Over on the excellent Project Syndicate, Jean Pisani-Ferry outlines a reason not to simply dismiss the rejection of experts by populist movements. He is spot on when he points out that policy experts tend not to pay sufficient attention to the effects of change on individuals or groups within society, as long as benefits accrue in aggregate:

As Ravi Kanbur of Cornell University pointed out long ago, economists (and policymakers) tend to look at issues in the aggregate, to take a medium-term perspective, and to assume that markets work well enough to absorb a large part of adverse shocks. Their perspective clashes with that of people who care more about distributional issues, have different (often shorter) time horizons, and are wary of monopolistic behavior.

Of course, the (perceived) needs of the few versus the benefits accruing to the many is a moral question, not simply an quantitative one.

From a Christian ethical viewpoint, negative effects on the few matter a great deal, if those few are poor or powerless. Think, for example, of the socially progressive concerns reflected in Deuteronomy or the Old Testament prophets.

But even if we can agree on this, who gets to speak for the poor?

At the moment, the progressive elite and economic experts are united in their focus on aggregate effects. One suspects that this is partly because those aggregate effects also provide personal benefits to both groups—because both groups are generally well-educated, and as a result often well-off.

But these aggregate effects often fail to reflect the real negatives faced by many individuals, and indeed many groups within British society. This is especially true of many communities in the North of England and on the fringes of major cities, for people who are not recent immigrants, or for skilled workers.

I have been frustrated to see well-off, well-educated EU supporters projecting their legitimate distress over EU exit onto those poorer people who voted to leave. These comments have often been extraordinarily patronising.

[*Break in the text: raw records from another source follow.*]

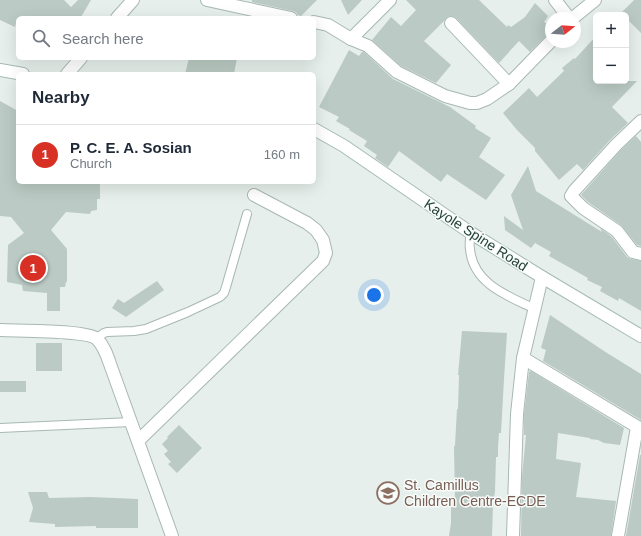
<!DOCTYPE html>
<html lang="en">
<head>
<meta charset="utf-8">
<style>
	body { margin:0; font-family:Arial,sans-serif; background:#f6f6f7; color:#1f2937 }
	.controls { position:absolute; right:12px; top:12px; display:grid; overflow:hidden; border-radius:6px; box-shadow:0 4px 16px #0002 }
	.controls button { width:36px; height:36px; display:grid; place-items:center; padding:0; border:0; border-bottom:1px solid #e0e1e3; background:#fff; color:#1f2937; font:20px sans-serif }
	.compass { position:absolute; left:545px; top:12px; width:36px; height:36px; border-radius:50%; background:#fff; box-shadow:0 4px 16px #0002; rotate:73deg }
	.you { position:absolute; left:374px; top:295px; width:14px; height:14px; margin:-10px; border:3px solid #fff; border-radius:50%; background:#1a73e8; box-shadow:0 0 0 6px #1a73e833 }
	.badge { display:grid; place-items:center; width:26px; height:26px; border-radius:50%; background:#d93025; color:#fff; font-size:13px; font-weight:700 }
	.pin { position:absolute; translate:-50% -50%; border:2px solid #fff; box-shadow:0 1px 4px #0006 }
	.list { margin:0; padding:0; list-style:none }
	h2 { display:flex; justify-content:space-between; align-items:center; height:52px; margin:0; padding:0 16px; font-size:17px }
	h2 small { font-size:13px; font-weight:400; color:#747a83 }
	.list li { display:grid; grid-template-columns:26px 1fr auto; gap:12px; align-items:center; box-sizing:border-box; height:60px; padding:0 16px; border-top:1px solid #e0e1e3 }
	.list b { display:block; font-size:15px; white-space:nowrap }
	.list p { margin:0; font-size:13px; white-space:nowrap; color:#747a83 }
	.list em { font-size:13px; font-style:normal; color:#747a83 }
	.icon { flex:none; width:22px; height:22px; fill:none; stroke:currentColor; stroke-width:2; stroke-linecap:round; stroke-linejoin:round }
	.map { position:relative; flex:none; width:641px; height:536px; overflow:hidden }
	.search { position:absolute; background:#fff; box-shadow:0 4px 16px #0002; left:16px; top:16px; width:300px; height:44px; display:flex; align-items:center; gap:10px; box-sizing:border-box; padding:0 14px; border-radius:6px; color:#747a83; font-size:15px }
	.panel { position:absolute; background:#fff; box-shadow:0 4px 16px #0002; left:16px; top:72px; width:300px; height:112px; border-radius:6px }
	.map>svg:first-child { display:block }
	.building { fill:#bbcac4 }
	.lines { fill:none; stroke-linecap:round; stroke-linejoin:round }
	.lane-casing { stroke:#a8b8b2; stroke-width:10 }
	.street-casing { stroke:#a8b8b2; stroke-width:14 }
	.secondary-casing { stroke:#a4bbb3; stroke-width:14 }
	.lane { stroke:#fff; stroke-width:8 }
	.street { stroke:#fff; stroke-width:12 }
	.secondary { stroke:#fff; stroke-width:12 }
	.labels { text-anchor:middle; dominant-baseline:central; stroke-width:3; stroke-linejoin:round; paint-order:stroke }
	.street-label { font-size:14px; fill:#24423a; stroke:#f7fbf9 }
	.education-label { font-size:14px; fill:#785e54; stroke:#f7fbf9; text-anchor:start }
</style>
</head>
<body>
<div class="map">
<svg width="641" height="536" viewBox="0 0 641 536">
	<rect width="100%" height="100%" fill="#e6efeb"/>
	<g class="building">
		<polygon points="0,0 64,0 71,7 78,0 91,0 81,17 82,18 17,18 15,27 0,20"/>
		<polygon points="252,0 317,0 301,16 298,15 296,12 293,11 252,2"/>
		<polygon points="341,0 362,0 348,15"/>
		<polygon points="406,0 479,0 507,27 508,25 511,27 525,17 535,3 548,16 544,22 549,25 546,30 549,34 546,36 530,52 519,41 499,63 456,18 453,16 449,16 446,18 444,21 424,41 451,65 436,83 401,66 372,40 391,17 401,26 416,10"/>
		<polygon points="634,0 641,0 641,33 626,18 626,15 623,15 621,13"/>
		<polygon points="596,36 596,81 637,81 612,107 628,123 610,140 583,170 577,164 559,180 535,151 535,148 517,130 503,113 529,88 537,97 564,71 562,68 574,58 575,59"/>
		<polygon points="349,50 359,56 362,52 364,52 393,79 450,107 476,126 475,128 491,138 479,157 505,175 486,200 447,174 441,182 399,151 388,167 375,158 377,155 364,146 367,141 349,130 350,129 336,121 339,117 319,107"/>
		<polygon points="189,58 237,58 234,74 185,74"/>
		<polygon points="0,101 18,111 18,182 100,182 100,199 97,199 97,210 91,211 90,214 66,212 51,230 67,249 67,282 66,282 65,287 60,287 60,311 47,311 47,293 23,291 22,285 7,282 8,245 24,233 11,217 0,216"/>
		<polygon points="636,136 641,142 641,246 637,245 621,225 588,202 581,195 621,150"/>
		<polygon points="528,166 536,191 602,232 600,228 612,237 627,257 631,259 641,261 641,311 619,298 618,301 600,291 602,287 587,280 588,278 549,256 551,252 535,243 531,248 505,230 504,216 523,230 511,195"/>
		<polygon points="157,281 164,290 126,317 112,308 118,299 124,303"/>
		<polygon points="550,315 607,353 641,374 641,420 543,361 546,350 541,348"/>
		<polygon points="462,331 507,333 504,379 501,433 499,433 498,447 498,457 496,457 495,491 493,506 492,536 449,536 451,523 451,507 454,507 453,498 455,498 454,447 455,445 457,409 458,409 459,375 458,375"/>
		<rect x="36" y="343" width="26" height="28"/>
		<polygon points="531,371 624,428 620,445 604,443 598,440 590,439 590,438 558,433 556,459 581,463 576,497 616,501 611,536 521,536 522,477 526,435 524,435 524,415 529,372"/>
		<rect x="0" y="381" width="26" height="11"/>
		<polygon points="179,425 202,448 177,473 168,464 171,462 164,454 168,451 162,444 168,438 167,437"/>
		<polygon points="640,455 641,455 641,536 626,536"/>
		<polygon points="28,492 47,492 49,498 91,497 138,499 138,528 96,528 96,526 55,527 55,524 29,522 33,508"/>
	</g>
	<g class="lines">
		<g class="lane-casing">
			<g id="lane">
				<path d="M471 233C470 238 469 244 470 249 473 284 508 296 535 309"/>
				<polyline points="96,339 104,333 107,332 134,331 146,329 188,312 220,297 224,293 226,287 247,214"/>
				<polyline points="0,428 131,422"/>
			</g>
		</g>
		<g class="street-casing">
			<g id="street">
				<polyline points="207,0 291,18"/>
				<polyline points="555,0 569,18"/>
				<polyline points="117,18 133,0"/>
				<polyline points="573,18 595,0"/>
				<polyline points="314,22 328,25 351,39 368,46 397,72 445,96 470,103 477,103 487,99 509,84 551,41"/>
				<polyline points="451,23 509,84"/>
				<polyline points="351,39 390,0"/>
				<polyline points="67,74 81,58"/>
				<polyline points="641,121 616,145 574,191 571,196 583,208 617,231 633,252 641,254"/>
				<path d="M0 330C17 331 87 330 97 339 104 346 107 355 110 364L172 536"/>
				<polyline points="523,358 641,429"/>
				<polyline points="138,441 323,261 326,253 323,240 316,230 307,223 254,195"/>
				<polyline points="513,536 517,414 523,358 542,277"/>
				<polyline points="618,536 637,427"/>
			</g>
		</g>
		<g class="secondary-casing">
			<g id="secondary">
				<polyline points="0,70 23,74"/>
				<polyline points="314,129 344,146 471,233 542,277 641,336"/>
			</g>
		</g>
		<use href="#lane" class="lane"/>
		<use href="#street" class="street"/>
		<use href="#secondary" class="secondary"/>
	</g>
	<defs>
		<g id="school-ring" transform="scale(1.15)"><circle r="9.5" fill="#f7fbf9" stroke="#8d6e63" stroke-width="1.5"/><path d="M0-5L7-2L0 1L-7-2ZM-4 1L0 2.5L4 1V4Q0 6-4 4Z" fill="#8d6e63"/></g>
	</defs>
	<g fill-rule="evenodd">
		<use href="#school-ring" x="388" y="493"/>
	</g>
	<g class="labels">
		<g class="street-label">
			<text transform="translate(476 235) rotate(33)">Kayole Spine Road</text>
		</g>
		<g class="education-label">
			<text x="404" y="485">St. Camillus<tspan x="404" dy="16">Children Centre-ECDE</tspan></text>
		</g>
	</g>
</svg>
<div class="controls">
<button>+</button>
<button>−</button>
</div>
<svg class="compass" viewBox="-18 -18 36 36"><path d="M0-13l5 13h-10z" fill="#e53935"/><path d="M0 13l5-13h-10z" fill="#747a83"/></svg>
<div class="you"></div>
<div class="pin badge" style="left:33px;top:268px">1</div>
<div class="search"><svg class="icon" aria-label="search" viewBox="0 0 24 24"><circle cx="10" cy="10" r="6"/><path d="M15 15l6 6"/></svg>Search here</div>
<section class="panel">
<h2>Nearby<small></small></h2>
<ul class="list">
<li><span class="badge">1</span><div><b>P. C. E. A. Sosian</b><p>Church</p></div><em>160 m</em></li>
</ul>
</section>
</div>
</body>
</html>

But to me, the vote to leave had at least one real positive. It showed a great benefit of democracy: when an elite (and the Bremainers are part of the elite) can no longer hear and understand the concerns of the very people they devoutly want to speak for and protect, the elite are compelled to listen through the exercise of universal franchise. Many left-wingers have suggested that Parliament could overrule the decision, which is technically true, but betrays a deep-seated inability to hear from others.

Thankfully, democracy can give voice to the voiceless, no matter how unpalatable the message is. And in terms of Christian ethics, that is a valuable part of our society’s structure.